First clean up the form: narrow the grip toward 1.5× shoulder width, set and hold your shoulder blades, tuck the elbows, and touch lower on the chest. If a tweak eases the pinch, keep training within the pain-free range. If pain is sharp, lingers, or doesn't change, stop and get it assessed rather than working around it.
Is the bench press bad for your shoulders?
Not inherently — done with a moderate grip and set shoulder blades, the loads on the joint are much lower than with a wide, flared, loose-shoulder setup. The 2024 research shows technique meaningfully changes shoulder load. The bench isn't the problem; an aggressive wide-grip setup often is.
Should I stop benching if my shoulder hurts?
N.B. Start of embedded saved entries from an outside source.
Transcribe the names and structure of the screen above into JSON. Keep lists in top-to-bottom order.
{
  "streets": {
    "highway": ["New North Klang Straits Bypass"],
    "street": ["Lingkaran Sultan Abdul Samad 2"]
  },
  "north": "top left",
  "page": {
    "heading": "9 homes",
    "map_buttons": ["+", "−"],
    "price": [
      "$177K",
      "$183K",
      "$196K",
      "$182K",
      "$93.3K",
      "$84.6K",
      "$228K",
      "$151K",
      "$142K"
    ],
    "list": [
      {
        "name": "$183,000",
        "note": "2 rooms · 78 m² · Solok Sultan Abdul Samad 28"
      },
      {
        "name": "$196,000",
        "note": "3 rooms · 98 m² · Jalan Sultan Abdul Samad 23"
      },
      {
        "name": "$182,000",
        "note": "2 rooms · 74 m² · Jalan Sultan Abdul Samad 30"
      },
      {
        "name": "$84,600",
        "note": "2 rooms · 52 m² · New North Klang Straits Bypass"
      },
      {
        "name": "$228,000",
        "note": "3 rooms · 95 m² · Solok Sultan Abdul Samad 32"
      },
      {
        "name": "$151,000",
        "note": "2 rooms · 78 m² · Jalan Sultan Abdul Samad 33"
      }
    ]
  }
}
If it's a mild ache that improves when you fix your grip and set your shoulder blades, you can usually keep training within a pain-free range. If the pain is sharp, pinpoint, lingers after training, or comes with weakness or instability — stop benching and see a qualified professional. Pushing through shoulder pain is how a small irritation becomes a long layoff.
Sources
- "Effects of bench press technique variations on musculoskeletal shoulder loads and potential injury risk." Frontiers in Physiology, 2024. (PMC mirror)
- "Eliminate Shoulder Pain During the Bench Press." The Barbell Physio.
We are experienced lifters who built an AI form-check tool, not licensed clinicians. The technique guidance here traces to the cited biomechanics and coaching sources. Shoulder pain that is sharp, persistent, or comes with weakness or instability needs a qualified professional — please get it assessed rather than working around it.